> _ABOUT THIS TASK_
From the entries below, reproduce exactly the line containing "685C1499 672 1513", the line containing "685C1237 670 1238", and every line in between, with nothing added.
*** MATERIAL FOR THIS EXERCISE ***
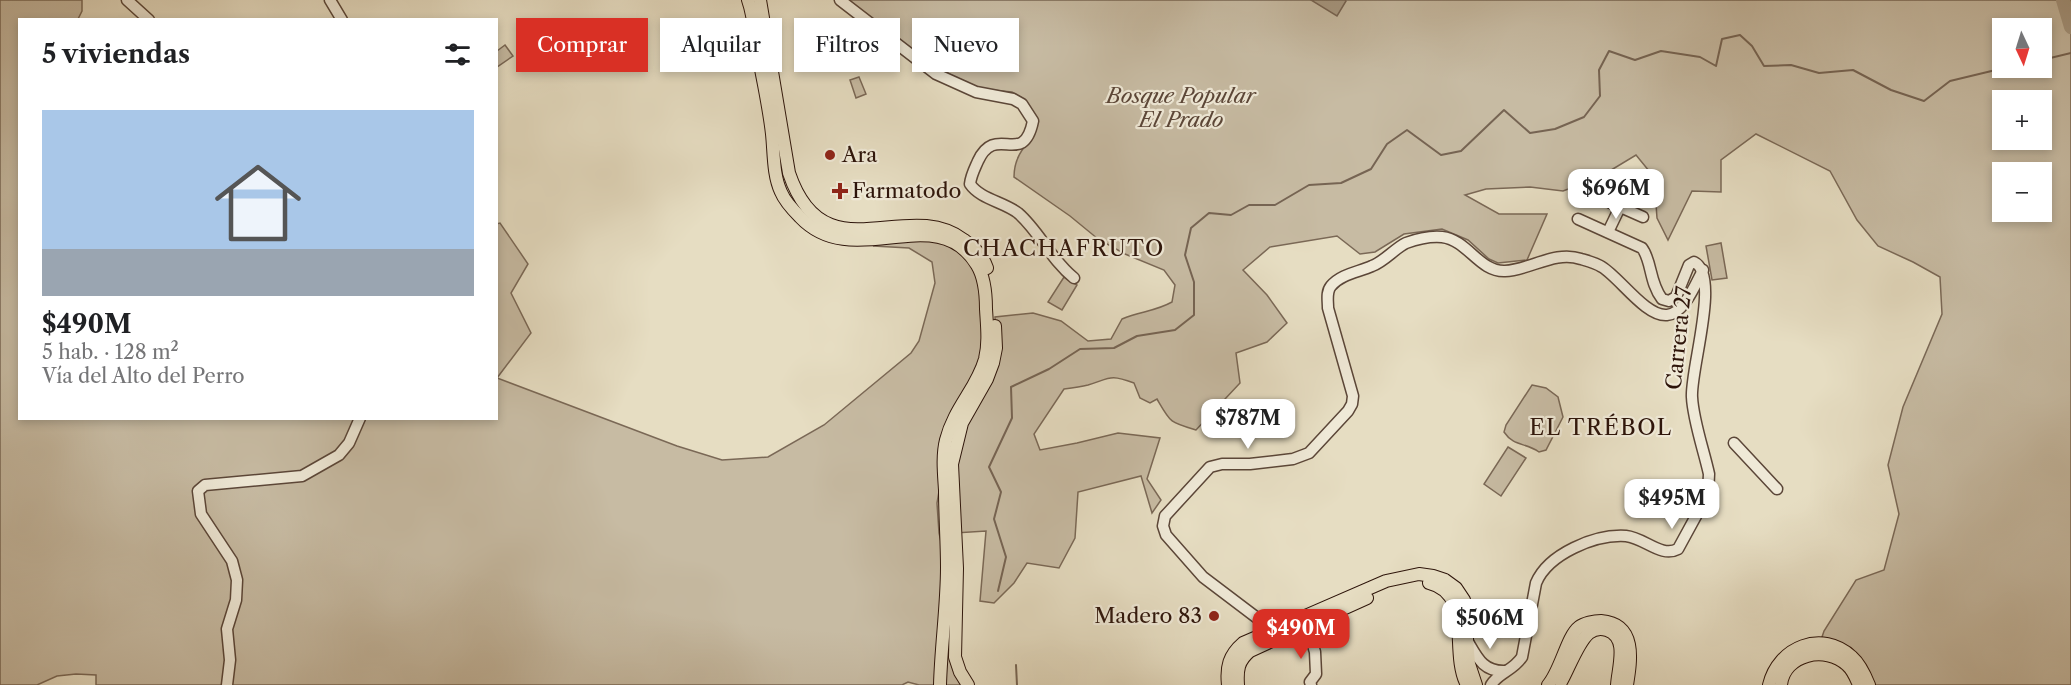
<!DOCTYPE html>
<html lang="es">
<meta charset="utf-8">
<style>
body{margin:0;font-family:"Libre Caslon Text",serif;background:#f2f2f2;color:#202124;height:100vh;display:flex;flex-direction:column;font-size:22px;white-space:nowrap}
*{box-sizing:border-box;margin:0}
p{font-size:20px;color:#757577}
.icon{flex:none;width:33px;height:33px;fill:none;stroke:currentColor;stroke-width:2;stroke-linecap:round;stroke-linejoin:round}
.map{position:relative;flex:1;overflow:hidden}
.details{position:absolute;left:18px;top:18px;width:480px;height:402px;display:flex;flex-direction:column;background:#fff;border-radius:0px;box-shadow:0 3px 9px #0003}
.details>*{flex:none}
.top-card{position:absolute;left:516px;top:18px;width:570px;height:54px;display:flex;gap:12px}
.needle{width:39px;rotate:176deg}
.fabs{position:absolute;left:1992px;top:18px;display:grid;gap:12px}
.fabs a{display:grid;place-items:center;width:60px;height:60px;border-radius:0px;background:#fff;box-shadow:0 3px 9px #0003;font-size:30px}
.price{position:absolute;translate:-50% -51px;padding:0 14px;border-radius:12px;background:#fff;color:#222;font-size:20px;line-height:39px;filter:drop-shadow(0 2px 3px #0008)}
.price::after{content:'';position:absolute;left:50%;top:36px;width:18px;height:14px;margin-left:-9px;background:inherit;clip-path:polygon(0 0,100% 0,50% 100%)}
.price.current{background:#d93025;color:#fff}
ul{padding:0;list-style:none}
li{display:grid;align-content:center;gap:12px;height:318px;padding:0 24px}
li+li{border-top:2px solid #e0e0e0}
li span{display:grid;place-items:center;height:186px;border-radius:0px;color:#555}
li>.icon{margin-inline-start:auto}
span .icon{width:108px;height:108px;fill:#fffc;stroke-width:1}
li b{font-size:26px}
h2{display:flex;justify-content:space-between;align-items:center;height:72px;padding:0 24px;font-size:26px}
.tag{padding:0 21px;border-radius:0px;background:#fff;box-shadow:0 3px 9px #0003;font-size:21px;line-height:54px}
.tag.current{background:#d93025;color:#fff}
.map>svg:first-child{display:block}
.green{fill:#c7bba3;stroke:#7a6856;stroke-width:1.5;fill-rule:evenodd}
.water{fill:#a79983;stroke:#766453;stroke-width:1.5}
.lines{fill:none;stroke-linecap:round;stroke-linejoin:round}
.stream{stroke:#766453;stroke-width:2}
.river{stroke:#a79983;stroke-width:14}
.minor-casing{stroke:#5b4638;stroke-width:13}
.major-casing{stroke:#2d140a;stroke-width:14}
.minor{stroke:#efe9d7;stroke-width:10}
.major{stroke:#e6ddc2;stroke-width:12}
.poi-dot{fill:#8f2418;stroke:#efe9d7;stroke-width:2}
.labels{text-anchor:middle;stroke-width:4.5;stroke-linejoin:round;paint-order:stroke}
.park-label{font-size:21px;font-style:italic;fill:#5b4638;stroke:#efe9d7}
.poi-label{font-size:21px;fill:#2d140a;stroke:#efe9d7;text-anchor:start}
.street-label{font-size:21px;fill:#2d140a;stroke:#efe9d7}
.neighbourhood-label{font-size:22px;letter-spacing:1.5px;fill:#2d140a;stroke:#efe9d7}
</style>
<div class="map">
<svg width="2071" height="685" viewBox="0 0 2071 685">
<rect width="100%" height="100%" fill="#e6ddc2"/>
<filter id="stains"><feTurbulence type="fractalNoise" baseFrequency=".00333" numOctaves="4"/><feColorMatrix values="0 0 0 0 .2 0 0 0 0 .09 0 0 0 0 .02 0 0 0 .5 -.17"/></filter>
<radialGradient id="worn" r=".72"><stop offset=".6" stop-color="#630" stop-opacity="0"/><stop offset="1" stop-color="#630" stop-opacity=".3"/></radialGradient>
<g class="green">
<path d="M0 0H82V11L78 19 20 20V418H496V224L500 223 528 264 511 293 531 333 497 378 677 446 722 460 768 457 824 425 911 353 919 341 935 283 932 262 909 248 873 246 900 236H939L978 266 988 345 944 463 937 503 939 533 947 568 939 685H919L908 682 902 685H96V675L76 674 57 676 37 685H0Z"/>
<path d="M845 0H2071V685H1869L1820 643 1824 631 1856 580 1884 570 1899 514 1888 465 1903 407 1942 314 1940 277 1913 262 1878 246 1857 220 1830 171 1756 134 1721 160V192L1692 191 1668 240 1657 218 1654 177 1636 155 1598 178 1563 191 1530 187 1486 189 1465 195 1499 214H1547L1527 260 1498 263 1489 259 1468 240 1442 229 1404 234 1375 252 1360 254 1337 236 1270 247 1243 270 1267 295 1287 323 1267 342 1236 353 1240 383 1196 430C1169 422 1171 423 1157 399L1150 403 1140 398 1134 383C1109 374 1111 378 1088 385 1080 387 1072 388 1064 389L1034 434 1040 450 1077 443 1118 433 1160 438 1147 479 1161 500 1152 513 1141 476 1078 492 1075 538 1059 568 1027 563 1014 583 994 603 980 601 986 531 955 533 956 444 996 348 995 317 1033 313 1061 321 1088 341 1111 339 1122 319C1140 311 1154 312 1172 302L1175 285 1164 270 1125 254 1098 239 1070 216 1014 177C1014 159 1022 149 1033 136L1025 100 1012 92 981 89 954 77 910 50ZM2002 28H2042V68H2002ZM2002 100H2042V140H2002ZM2002 172H2042V212H2002Z"/>
<path d="M505 45 513 56 497 67V51Z"/>
<path d="M859 77 866 94 856 98 850 80Z"/>
<path d="M1721 243 1727 278 1712 280 1706 246Z"/>
<path d="M1064 277 1077 285 1062 310 1048 302Z"/>
<path d="M1532 385 1546 388 1558 397 1563 417 1546 450 1539 452C1525 442 1514 447 1504 432L1506 425Z"/>
<path d="M1508 447 1526 458 1501 496 1484 484Z"/>
<path d="M950 624 964 685H945Z"/>
</g>
<path class="water" d="M1311 0H1345L1346 1 1337 16Z"/>
<g class="lines">
<g class="stream">
<path d="M2042 60 2071 53"/>
<path d="M998 591 1006 557 994 519 1001 492 989 467 1012 418 1011 387 1049 369 1080 349 1114 348 1137 336 1175 330 1194 315V282L1185 255 1191 228 1209 213 1231 215 1249 205H1275L1309 185 1341 183 1371 169 1387 144 1407 130 1441 155 1461 151 1504 110 1530 133 1555 129 1584 117 1600 96 1599 70 1609 51 1635 60 1661 51 1700 57 1716 66 1722 39 1740 35 1752 46 1764 66 1791 65 1819 73 1853 70 1891 90 1924 101 1950 81 2004 68"/>
<path d="M1016 665 1017 685"/>
</g>
<path class="river" d="M2063 0 2071 27"/>
<defs>
<g id="minor">
<path d="M127 0 149 20"/>
<path d="M330 0 342 20"/>
<path d="M840 0 936 74 976 92 1013 99 1022 104 1033 121C1023 169 996 122 978 161 975 168 971 175 970 184 980 199 1004 202 1018 213 1040 232 1051 260 1074 278"/>
<path d="M1600 198 1643 217"/>
<path d="M1611 203 1622 179 1645 189"/>
<path d="M1608 232 1620 207"/>
<path d="M1734 443 1777 489"/>
<path d="M1307 625 1315 652 1316 674 1310 682 1311 685"/>
<path d="M1273 630 1203 577 1166 535 1163 526 1165 516 1210 467 1222 464H1250L1293 459 1309 453 1348 411 1352 404 1353 396 1328 308C1328 300 1326 292 1331 286 1341 274 1359 272 1372 266 1385 261 1394 249 1406 243 1417 239 1431 236 1442 237 1468 240 1479 272 1505 271 1530 270 1555 250 1581 259 1588 261 1596 263 1602 267 1620 278 1646 317 1667 315 1684 314 1696 283 1703 270"/>
<path d="M1467 640C1477 657 1483 672 1505 671"/>
<path d="M227 685 230 660 227 629 236 600 237 580 232 561 201 514 198 491 205 485 302 476 339 455 349 443 360 418"/>
<path d="M1491 685C1499 672 1513 671 1522 657L1536 583C1548 554 1595 534 1626 536 1645 538 1661 558 1678 549L1708 494 1709 474C1704 451 1693 420 1692 397 1690 370 1721 275 1694 262L1689 265 1676 297 1669 301 1662 299C1649 282 1652 261 1642 248L1578 219"/>
</g>
<g id="major">
<path d="M748 0C754 17 755 36 758 54 763 80 769 107 772 134 774 153 773 175 781 192 785 202 793 210 800 217 854 274 936 198 977 265 985 278 986 295 986 309 987 326 989 343 985 359 977 388 954 408 946 440 942 456 944 474 945 490 945 516 947 542 947 567 947 606 941 646 940 685"/>
<path d="M760 0 789 173C824 277 906 196 964 240 974 247 983 256 987 268"/>
<path d="M1429 583C1474 594 1449 651 1467 685"/>
<path d="M1561 682C1569 668 1578 642 1589 633 1594 629 1601 628 1607 630 1629 637 1618 668 1617 685"/>
<path d="M968 685 960 672 955 657 957 568 952 464 962 423 987 379 993 363 996 348 995 326"/>
<path d="M1228 685C1226 667 1229 655 1243 643L1386 581 1419 574 1433 576 1445 580 1456 588 1464 600 1467 612V639L1469 664 1476 685"/>
<path d="M1238 685C1237 670 1238 661 1250 651L1367 598"/>
<path d="M1548 685C1561 670 1567 636 1579 627 1584 623 1594 621 1601 621 1637 624 1631 660 1627 685"/>
<path d="M1769 685C1778 647 1822 629 1852 657 1860 664 1865 675 1869 685"/>
<path d="M1781 685C1784 654 1826 645 1847 665 1853 670 1856 678 1859 685"/>
</g>
</defs>
<use href="#minor" class="minor-casing"/>
<use href="#major" class="major-casing"/>
<use href="#minor" class="minor"/>
<use href="#major" class="major"/>
</g>
<g class="poi-dot">
<circle cx="830" cy="155" r="6"/>
<path d="M837 182h6v6h6v6h-6v6h-6v-6h-6v-6h6z"/>
<circle cx="1214" cy="616" r="6"/>
</g>
<g class="labels">
<g class="park-label">
<text x="1181" y="103">Bosque Popular<tspan x="1181" dy="24">El Prado</tspan></text>
</g>
<g class="poi-label">
<text x="842" y="162">Ara</text>
<text x="852" y="198">Farmatodo</text>
<text x="1202" y="623" text-anchor="end">Madero 83</text>
</g>
<g class="street-label">
<text transform="translate(1679 338) rotate(-84)" y="7">Carrera 27</text>
</g>
<g class="neighbourhood-label">
<text x="1064" y="256">CHACHAFRUTO</text>
<text x="1601" y="435">EL TRÉBOL</text>
</g>
</g>
<rect width="100%" height="100%" filter="url(#stains)"/>
<rect width="100%" height="100%" fill="url(#worn)"/>
</svg>
<div class="fabs">
<a><svg class="needle" viewBox="-14 -14 28 28"><path d="M0-13l5 13h-10z" fill="#e53935"/><path d="M0 13l5-13h-10z" fill="#757577"/></svg></a>
<a>+</a>
<a>−</a>
</div>
<b class="price" style="left:1616px;top:220px">$696M</b>
<b class="price" style="left:1248px;top:450px">$787M</b>
<b class="price" style="left:1672px;top:530px">$495M</b>
<b class="price" style="left:1490px;top:650px">$506M</b>
<b class="price current" style="left:1301px;top:660px">$490M</b>
<div class="top-card">
<a class="tag current">Comprar</a>
<a class="tag">Alquilar</a>
<a class="tag">Filtros</a>
<a class="tag">Nuevo</a>
</div>
<section class="details">
<h2>5 viviendas<svg class="icon" aria-label="filters" viewBox="0 0 24 24"><path d="M4 7h16M4 17h16"/><circle cx="9" cy="7" r="2"/><circle cx="15" cy="17" r="2"/></svg></h2>
<ul>
<li><span style="background:linear-gradient(#a9c7e8 75%,#9aa5b1 0)"><svg class="icon" aria-label="home" viewBox="0 0 24 24"><path d="M3 11l9-7 9 7M6 9v11h12V9"/></svg></span><div><b>$490M</b><p>5 hab. · 128 m²</p><p>Vía del Alto del Perro</p></div></li>
</ul>
</section>
</div>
*** End of MATERIAL FOR THIS EXERCISE ***
> _RESPONSE BELOW_
<path d="M1491 685C1499 672 1513 671 1522 657L1536 583C1548 554 1595 534 1626 536 1645 538 1661 558 1678 549L1708 494 1709 474C1704 451 1693 420 1692 397 1690 370 1721 275 1694 262L1689 265 1676 297 1669 301 1662 299C1649 282 1652 261 1642 248L1578 219"/>
</g>
<g id="major">
<path d="M748 0C754 17 755 36 758 54 763 80 769 107 772 134 774 153 773 175 781 192 785 202 793 210 800 217 854 274 936 198 977 265 985 278 986 295 986 309 987 326 989 343 985 359 977 388 954 408 946 440 942 456 944 474 945 490 945 516 947 542 947 567 947 606 941 646 940 685"/>
<path d="M760 0 789 173C824 277 906 196 964 240 974 247 983 256 987 268"/>
<path d="M1429 583C1474 594 1449 651 1467 685"/>
<path d="M1561 682C1569 668 1578 642 1589 633 1594 629 1601 628 1607 630 1629 637 1618 668 1617 685"/>
<path d="M968 685 960 672 955 657 957 568 952 464 962 423 987 379 993 363 996 348 995 326"/>
<path d="M1228 685C1226 667 1229 655 1243 643L1386 581 1419 574 1433 576 1445 580 1456 588 1464 600 1467 612V639L1469 664 1476 685"/>
<path d="M1238 685C1237 670 1238 661 1250 651L1367 598"/>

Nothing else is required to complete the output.